I’m often scatterbrained and frequently perplexed—but this week, I found myself even more dazed and confused than usual. The dizzying array of holiday events, parties and fundraisers has me in a tizzy and I momentarily lost my way. Naturally, I’m looking to place blame, rather than own up to a lack of focus, so I’ll chalk it up to attending the Delaware Valley Opera’s (DVO, www.delawarevalleyopera.org) magical and enchanting production of Engelbert Humperdinck’s “Hansel and Gretel.” After all, those crazy kids are well known for getting into trouble and losing their way in the woods.
To begin with, I had difficulty deciding where to catch the opera, as it was being performed in a variety of locations. I decided to go with the event gallery at Bethel Woods (www.bethelwoodscenter.org), mostly because I know how to get there. Several of the roles were double-cast, which is great for the performers, but caused a conundrum for me. I wanted to see (and hear) both, but (due to my own double booking) was forced to choose.
Kimberly Feltkamp, Brooke Schooley, Emilie Storrs, Carol Difenbach and Wayne Line vividly brought the Grimm Brothers story to life for a packed (gingerbread) house, and word on the street is that the singers I missed out on—Anna Petrie, Erin Watt and Marka Knight—were delicious as well. I discovered that many of the kids in the audience had arrived early and participated in creating gigantic gingerbread men, which were then incorporated into the set design, surrounding the witch’s enticing, edible abode.

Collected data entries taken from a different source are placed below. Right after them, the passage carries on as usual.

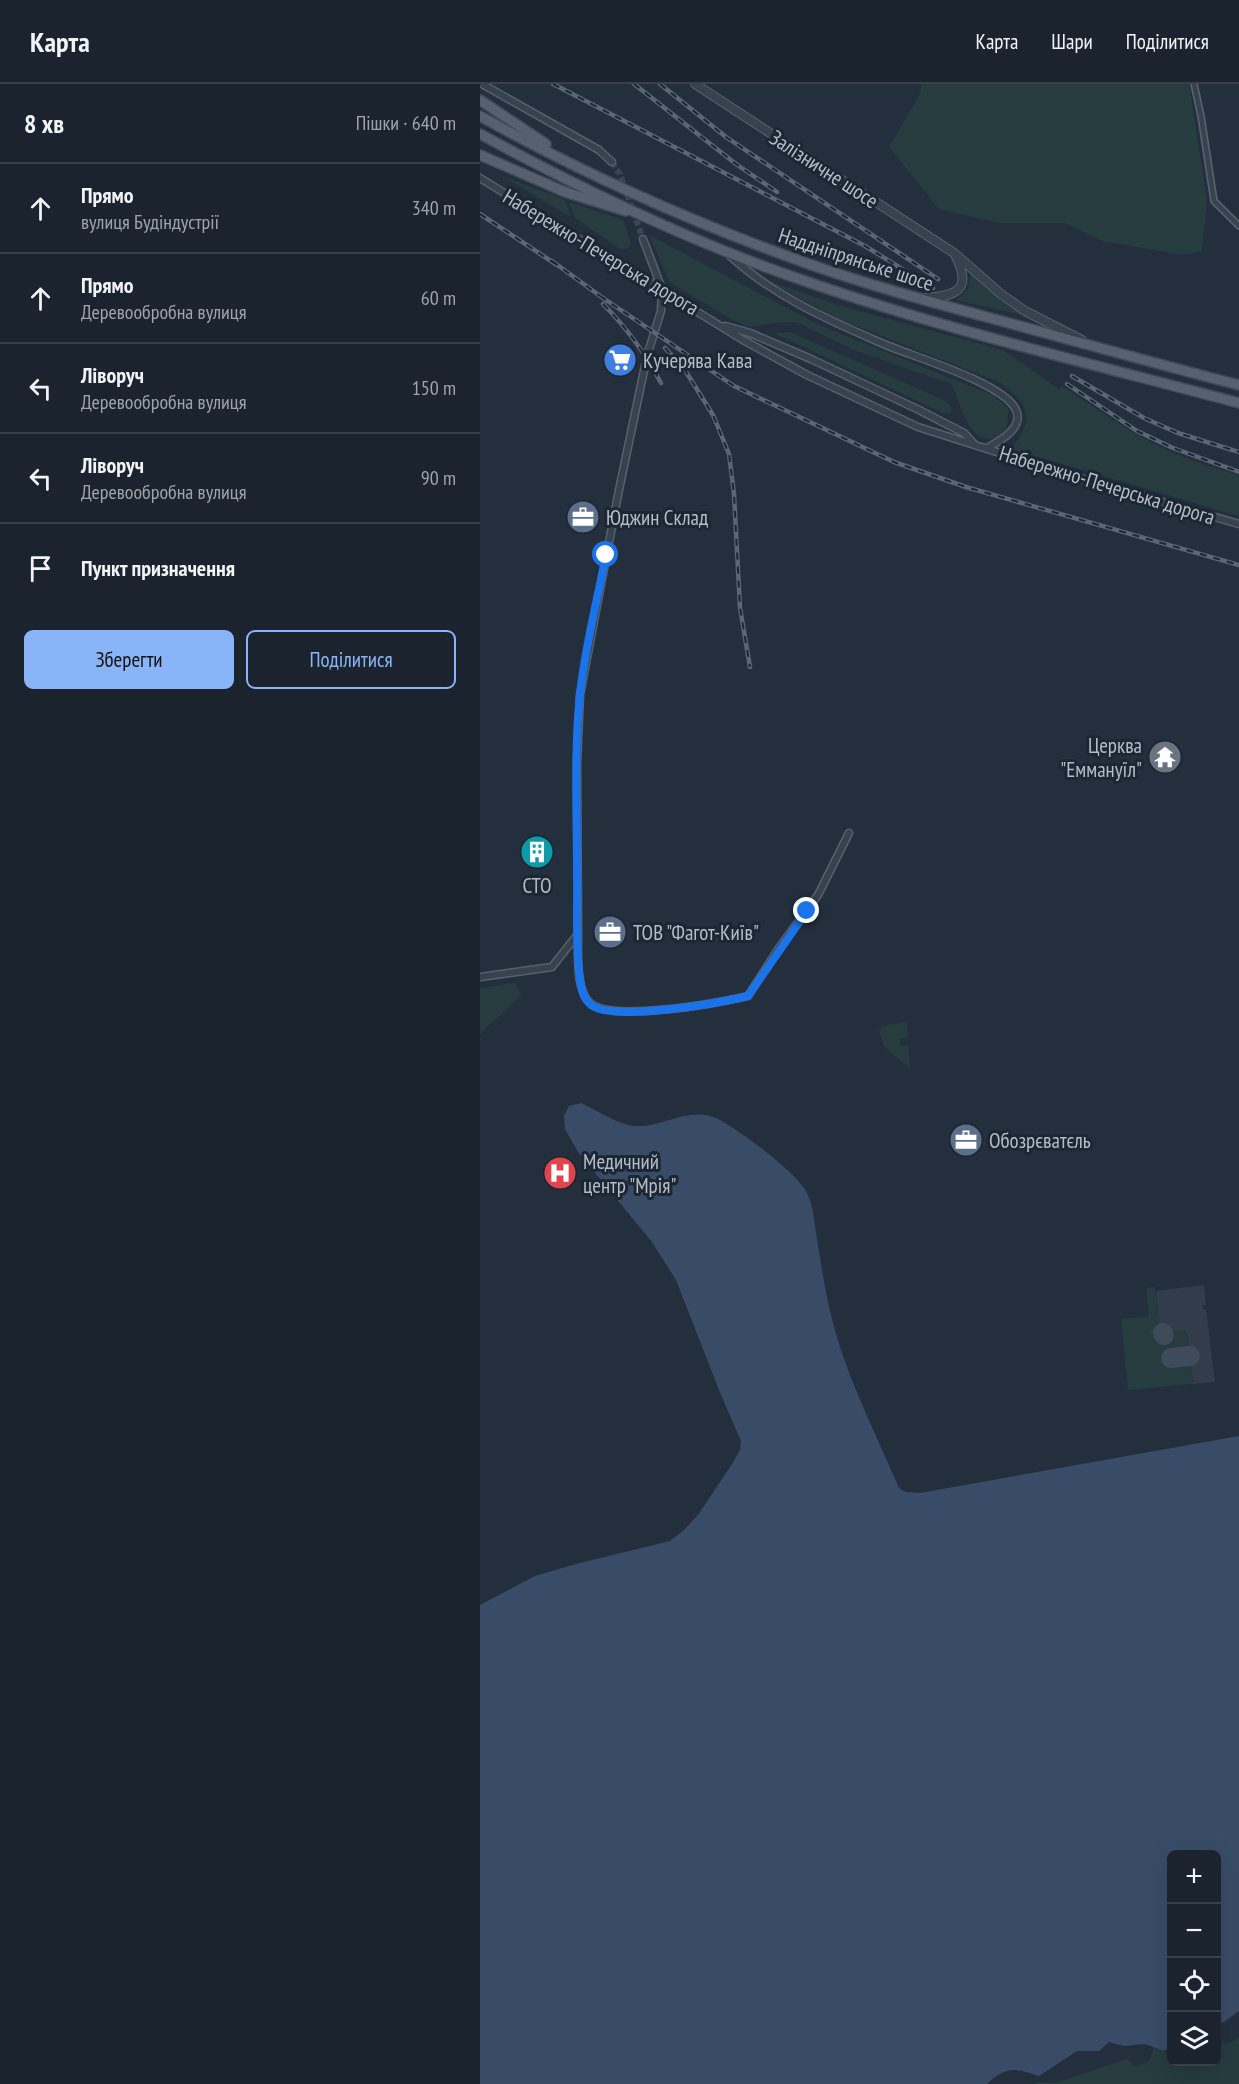 <!DOCTYPE html>
<html lang="uk">
<meta charset="utf-8">
<style>
:root{--surface:#1b232e;--page:#282f3a;--text:#f1f3f6;--muted:#a0a4aa;--line:#39404a;--accent:#8ab4f8}
body{margin:0;font-family:"PT Sans Narrow",sans-serif;background:var(--page);color:var(--text)}
.controls{position:absolute;right:18px;bottom:18px;display:grid;overflow:hidden;border-radius:9px;box-shadow:0 6px 24px #0002}
.controls button{width:54px;height:54px;display:grid;place-items:center;padding:0;border:0;border-bottom:2px solid var(--line);background:var(--surface);color:var(--text);font:30px sans-serif}
.stop{position:absolute;width:18px;height:18px;margin:-14px;border:4px solid #1a73e8;border-radius:50%;background:#fff}
.stop.end{background:#1a73e8;border-color:#fff;box-shadow:0 2px 6px #0008}
.list{margin:0;padding:0;list-style:none}
h2{display:flex;justify-content:space-between;align-items:center;height:78px;margin:0;padding:0 24px;font-size:26px}
h2 small{font-size:20px;font-weight:400;color:var(--muted)}
.list li{display:grid;grid-template-columns:39px 1fr auto;gap:18px;align-items:center;box-sizing:border-box;height:90px;padding:0 24px;border-top:2px solid var(--line)}
.list b{display:block;font-size:22px;white-space:nowrap}
.list p{margin:0;font-size:20px;white-space:nowrap;color:var(--muted)}
.list em{font-size:20px;font-style:normal;color:var(--muted)}
.actions{display:flex;gap:12px;padding:18px 24px}
.actions a{flex:1;padding:14px 0;border:2px solid var(--accent);border-radius:9px;text-align:center;font-size:21px;color:var(--accent)}
.actions .main{background:var(--accent);color:#111}
.icon{flex:none;width:33px;height:33px;fill:none;stroke:currentColor;stroke-width:2;stroke-linecap:round;stroke-linejoin:round}
.map{position:relative;flex:none;width:759px;height:2000px;overflow:hidden}
header{display:flex;align-items:center;gap:36px;box-sizing:border-box;height:84px;padding:0 30px;background:var(--surface);border-bottom:2px solid var(--line)}
header strong{font-size:28px}
nav{display:flex;gap:33px;margin-inline-start:auto;font-size:21px}
main{display:flex}
aside{flex:1;background:var(--surface)}
.map>svg:first-child{display:block}
.airport{fill:#323c4b}
.green{fill:#263c3f}
.water{fill:#394c67}
.lines{fill:none;stroke-linecap:round;stroke-linejoin:round}
.taxiway{stroke:#3f4a5a;stroke-width:20}
.minor-tunnel{stroke:#3a4453;stroke-width:6;stroke-dasharray:6 3;stroke-linecap:butt}
.pedestrian-casing{stroke:#565f6c;stroke-width:8}
.minor-casing{stroke:#565f6c;stroke-width:9}
.tertiary-casing{stroke:#565f6c;stroke-width:10}
.primary-casing{stroke:#414a57;stroke-width:12}
.pedestrian{stroke:#38414e;stroke-width:4.5}
.minor{stroke:#38414e;stroke-width:6}
.tertiary{stroke:#38414e;stroke-width:8}
.primary{stroke:#56606e;stroke-width:9}
.rail-casing{stroke:#5a6575;stroke-width:4.5}
.rail{stroke:#1d2633;stroke-width:2;stroke-dasharray:7;stroke-linecap:butt}
.route{stroke:#1a73e8;stroke-width:8}
.labels{text-anchor:middle;dominant-baseline:central;stroke-width:6;stroke-linejoin:round;paint-order:stroke}
.street-label{font-size:21px;fill:#b4bcc9;stroke:#1d2633}
.poi-label{font-size:21px;fill:#b4bcc9;stroke:#1d2633;text-anchor:start}
</style>
<header>
<strong>Карта</strong>
<nav><a>Карта</a><a>Шари</a><a>Поділитися</a></nav>
</header>
<main>
<aside>
<h2>8 хв<small>Пішки · 640 m</small></h2>
<ul class="list">
<li><svg class="icon" aria-label="ahead" viewBox="0 0 24 24"><path d="M12 20V5M6 11l6-6 6 6"/></svg><div><b>Прямо</b><p>вулиця Будіндустрії</p></div><em>340 m</em></li>
<li><svg class="icon" aria-label="ahead" viewBox="0 0 24 24"><path d="M12 20V5M6 11l6-6 6 6"/></svg><div><b>Прямо</b><p>Деревообробна вулиця</p></div><em>60 m</em></li>
<li><svg class="icon" aria-label="left" viewBox="0 0 24 24"><path d="M17 20v-9H6M10 6l-5 5 5 5"/></svg><div><b>Ліворуч</b><p>Деревообробна вулиця</p></div><em>150 m</em></li>
<li><svg class="icon" aria-label="left" viewBox="0 0 24 24"><path d="M17 20v-9H6M10 6l-5 5 5 5"/></svg><div><b>Ліворуч</b><p>Деревообробна вулиця</p></div><em>90 m</em></li>
<li><svg class="icon" aria-label="arrive" viewBox="0 0 24 24"><path d="M6 21V4h12l-3 4 3 4H6"/></svg><div><b>Пункт призначення</b></div></li>
</ul>
<div class="actions"><a class="main">Зберегти</a><a>Поділитися</a></div>
</aside>
<div class="map">
<svg width="759" height="2000" viewBox="0 0 759 2000">
<rect width="100%" height="100%" fill="#242f3e"/>
<path class="airport" d="M 724,1201 L 726,1221 L 723,1221 L 723,1225 L 726,1225 L 735,1298 L 713,1300 L 708,1253 L 705,1247 L 667,1251 L 675,1242 L 679,1242 L 676,1207 Z"/>
<path class="green" d="M 442,0 L 709,0 L 727,116 L 722,167 L 704,171 L 622,157 L 585,139 L 519,139 L 459,125 L 409,63 L 440,10 Z
M 20,91 L 85,116 L 91,133 Z
M 89,118 L 143,136 L 151,159 L 149,164 L 142,166 L 95,134 Z
M 169,151 L 339,241 L 512,311 L 528,324 C 529,335 528,347 518,353 C 489,366 480,315 471,300 L 374,266 L 316,238 L 302,238 L 268,243 L 253,236 L 190,199 Z
M 491,190 L 522,217 L 543,231 L 476,216 L 488,205 Z
M 283,195 L 354,220 L 523,266 L 579,305 L 582,302 C 617,325 651,350 689,367 C 711,377 735,384 759,391 L 759,432 L 531,365 C 556,334 549,320 519,298 L 361,236 Z
M 310,248 L 464,316 L 470,321 L 472,328 L 465,330 L 294,249 Z
M 35,899 L 42,911 L 0,950 L 0,904 Z
M 427,938 L 428,954 L 420,955 L 420,962 L 428,961 L 430,985 L 404,962 L 399,947 L 402,942 Z
M 675,1203 L 679,1242 L 675,1242 L 669,1250 L 703,1246 L 708,1253 L 713,1300 L 648,1306 L 641,1235 L 669,1232 L 666,1204 Z
M 759,1953 L 759,2000 L 553,2000 L 558,1998 L 575,1999 L 648,1975 L 654,1983 L 668,1978 L 674,1964 L 684,1967 L 691,1974 L 692,1978 L 736,1978 L 737,1963 C 743,1957 753,1960 759,1953 Z"/>
<path class="water" d="M 101,1019 C 116,1026 139,1041 155,1042 C 181,1044 210,1022 236,1034 C 257,1044 318,1089 327,1109 C 333,1121 334,1136 336,1149 C 341,1179 345,1209 353,1239 C 368,1296 396,1350 419,1404 L 426,1408 L 440,1409 L 759,1352 L 759,1927 L 744,1938 L 737,1940 L 736,1770 L 692,1770 L 692,1962 L 684,1967 L 665,1960 L 644,1962 L 629,1958 L 619,1967 L 597,1967 L 559,1992 C 536,1984 526,1982 507,2000 L 0,2000 L 0,1521 L 55,1492 L 96,1480 L 190,1457 L 204,1446 L 218,1431 L 252,1380 L 260,1366 L 261,1357 L 241,1311 L 196,1196 L 172,1158 L 98,1068 L 85,1045 L 84,1032 L 89,1022 Z"/>
<g class="lines">
<path class="taxiway" d="M 683,1249 L 684,1251
M 691,1274 L 710,1272"/>
<path class="minor-tunnel" d="M 132,78 L 140,90 L 163,155"/>
<defs>
<path id="pedestrian" d="M 714,0 L 721,32 L 734,117 L 759,142"/>
<path id="minor" d="M 2,0 L 119,66 L 132,78
M 0,94 L 263,256 L 327,291 L 438,343 L 586,390 L 759,440
M 249,171 C 292,211 346,235 399,258 C 430,272 519,297 535,324 C 546,343 520,357 507,364
M 245,242 L 270,249 L 331,275 L 437,325 L 484,349 L 495,361
M 98,851 C 98,868 96,905 109,918 C 128,939 240,919 268,912 L 299,864 L 338,811 L 369,749
M 0,893 L 72,883 L 98,850 L 97,680 L 100,611 L 139,406 L 167,272 L 181,227 L 182,205 L 163,155"/>
<path id="tertiary" d="M 215,0 L 474,169 L 521,210 L 545,227 L 602,256
M 444,214 C 475,212 493,207 476,173"/>
<path id="primary" d="M 0,16 L 66,60
M 0,32 C 104,90 214,139 326,179 C 388,201 451,218 514,235 C 595,257 677,280 759,301
M 0,50 C 103,106 211,158 322,196 C 465,246 613,280 759,319
M 0,71 L 85,108 L 146,127"/>
</defs>
<use href="#pedestrian" class="pedestrian-casing"/>
<use href="#minor" class="minor-casing"/>
<use href="#tertiary" class="tertiary-casing"/>
<use href="#primary" class="primary-casing"/>
<use href="#pedestrian" class="pedestrian"/>
<use href="#minor" class="minor"/>
<use href="#tertiary" class="tertiary"/>
<use href="#primary" class="primary"/>
<defs>
<path id="rail" d="M 73,0 L 385,162 L 453,204
M 154,0 L 256,80 L 297,108
M 180,0 L 246,53 L 458,195
M 0,130 L 77,181
M 72,177 L 127,217
M 120,212 L 254,302 L 414,378 L 486,403 L 759,481
M 123,220 C 147,244 165,269 181,299
M 185,264 L 203,283 L 233,331 L 249,370 L 254,410 L 260,524 L 270,583
M 592,292 L 664,334 L 698,349 L 759,368
M 587,300 L 657,347 L 693,364 L 759,388"/>
</defs>
<use href="#rail" class="rail-casing"/>
<use href="#rail" class="rail"/>
</g>
<g class="lines">
<path class="route" d="M 126,471 C 117,517 105,563 100,610 C 94,667 97,725 97,783 C 98,820 95,859 100,896 C 101,905 104,915 111,921 C 134,938 239,919 268,912 L 327,827"/>
</g>
<defs>
<symbol id="supermarket-disc" viewBox="-11 -11 22 22"><circle r="9.5" fill="#3f7fe0" stroke="#1d2633"/><path d="M-6-5.5h2.5l.6 2H6L4.5 2H-2.5L-4.4-4H-6ZM-1.5 3.2a1.3 1.3 0 1 0 .1 0ZM3 3.2a1.3 1.3 0 1 0 .1 0Z" fill="#fff"/></symbol>
<symbol id="office-disc" viewBox="-11 -11 22 22"><circle r="9.5" fill="#5c6f8a" stroke="#1d2633"/><path d="M-6-3h4V-5.5h4V-3h4V5H-6ZM-1-4.5V-3h2v-1.5ZM-6 0V1H6V0Z" fill="#fff"/></symbol>
<symbol id="temple-disc" viewBox="-11 -11 22 22"><circle r="9.5" fill="#6b7280" stroke="#1d2633"/><path d="M0-6L5-2H3V0L6.5 2.5H4V6H1.5V3h-3V6H-4V2.5H-6.5L-3 0V-2H-5Z" fill="#fff"/></symbol>
<symbol id="building-disc" viewBox="-11 -11 22 22"><circle r="9.5" fill="#0f9aa8" stroke="#1d2633"/><path d="M-4-6H4V6H1V3H-1V6H-4ZM-2.5-4.3h1.7v1.8h-1.7ZM.8-4.3h1.7v1.8H.8ZM-2.5-1h1.7V.8h-1.7ZM.8-1h1.7V.8H.8Z" fill="#fff"/></symbol>
<symbol id="hospital-disc" viewBox="-11 -11 22 22"><circle r="9.5" fill="#e0444e" stroke="#1d2633"/><path d="M-5-5h3v3.5h4V-5h3V5h-3V1.5h-4V5h-3Z" fill="#fff"/></symbol>
</defs>
<g fill-rule="evenodd">
<use href="#supermarket-disc" x="121" y="257" width="38" height="38"/>
<use href="#office-disc" x="84" y="414" width="38" height="38"/>
<use href="#temple-disc" x="666" y="654" width="38" height="38"/>
<use href="#building-disc" x="38" y="749" width="38" height="38"/>
<use href="#office-disc" x="111" y="829" width="38" height="38"/>
<use href="#office-disc" x="467" y="1037" width="38" height="38"/>
<use href="#hospital-disc" x="61" y="1070" width="38" height="38"/>
</g>
<g class="labels">
<g class="street-label">
<text transform="translate(344 85) rotate(33)">Залізничне шосе</text>
<text transform="translate(121 168) rotate(31)">Набережно-Печерська дорога</text>
<text transform="translate(376 175) rotate(18)">Наддніпрянське шосе</text>
<text transform="translate(627 401) rotate(17)">Набережно-Печерська дорога</text>
</g>
<g class="poi-label">
<text x="163" y="276">Кучерява Кава</text>
<text x="126" y="433">Юджин Склад</text>
<text x="662" y="661" text-anchor="end">Церква<tspan x="662" dy="24">"Еммануїл"</tspan></text>
<text x="57" y="801" text-anchor="middle">СТО</text>
<text x="153" y="848">ТОВ "Фагот-Київ"</text>
<text x="509" y="1056">Обозрєватєль</text>
<text x="103" y="1077">Медичний<tspan x="103" dy="24">центр "Мрія"</tspan></text>
</g>
</g>
</svg>
<div class="controls">
<button>+</button>
<button>−</button>
<button><svg class="icon" aria-label="locate" viewBox="0 0 24 24"><circle cx="12" cy="12" r="6"/><path d="M12 2v4M12 18v4M2 12h4M18 12h4"/></svg></button>
<button><svg class="icon" aria-label="layers" viewBox="0 0 24 24"><path d="M12 4l9 5-9 5-9-5zM3 14l9 5 9-5"/></svg></button>
</div>
<div class="stop" style="left:126px;top:471px"></div>
<div class="stop end" style="left:327px;top:827px"></div>
</div>
</main>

With no clue as to why this particular opera has become a holiday staple, I visited the DVO website and read, “The idea for ‘Hansel and Gretel’ was proposed to Humperdinck by his sister, who approached him about writing music for songs that she had written for her children for Christmas, based on the popular fairy tale... since its earliest performances [the opera] has been associated with Christmas.” Hmmm. I literally learn something new almost every day!
Having perused the schedule for the DVO 2012 season, I’m excited to find that the theme is “Shakespeare Sings,” and looking forward to catching each and every “informance” that the company has waiting in the wings.
Speaking of kids, I made my way (without getting lost) to the George Ross Mackenzie Elementary School in Glen Spey, NY, to bask in the glow of the Eldred Performing Arts Club presentation of Robert Fulghum’s “All I really need to know I learned in Kindergarten,” which was (under the direction of Justin Glodich) funny, moving and inspirational, with music (and a bake sale!) to boot. The entire cast (I counted over 20), and two acts chock-full of anecdotal stories and songs, brought the audience to their feet and (as usual) I cried a little bit.
The students and faculty involved were (IMHO) incredible and I gathered my (dim) wits, wiped my tears and checked the map for directions to the labyrinthian Villa Roma Resort (www.villaroma.com) in Callicoon. I believe that I coined the phrase “All roads lead to the Villa Roma” and yet... I almost always lose my way, regardless of the barrage of arrows pointing me in the right direction. The second annual Holiday Shopping Bazaar was in full swing with more than 50 vendors, scores of sponsors, promoters and supporters, and after a series of wrong turns (my fault, not theirs) I spent several hours on the convention floor, drooling over the sale of antiques, fine art, jewelry and holiday treats that helped serve as a benefit for local food pantries in Orange, Sullivan, Wayne and Pike counties.
Still dazed from the abundance of holiday spirit, I recycled my useless GPS and relied on memory (uh oh) to direct me toward the spirits created locally by the Catskill Distilling Company (www.catskilldistilling.com), and joined Jill Padua and friends as they welcomed singer/songwriter Patrick Fitzsimmons (www.patrickfitzsim mons.net) along with local folk singer Mike Jung, both of whom entertained the crowd as part of the (always-a-good-time) Riverfolk Concert Series (jillskitchen.com/riverfolk).
Fitzsimmons’ beautiful voice, charming demeanor and musical panache complemented Jung’s homespun style and the evening left me less confused than usual, since the message both performers spread was clear and the crowd left with an abundance of seasonal good cheer. I headed out with (amazing) grace intact, and rather than feeling lost, found my way home, guided by the full moon and reasonable assurance that I still know the way. I doubt that I’ll be slowing down until after the first of the year, so if you spy me wandering aimlessly in the woods, please, mock if you must, but point me in the right direction while I continue to blame my ditsy behavior on the holidaze!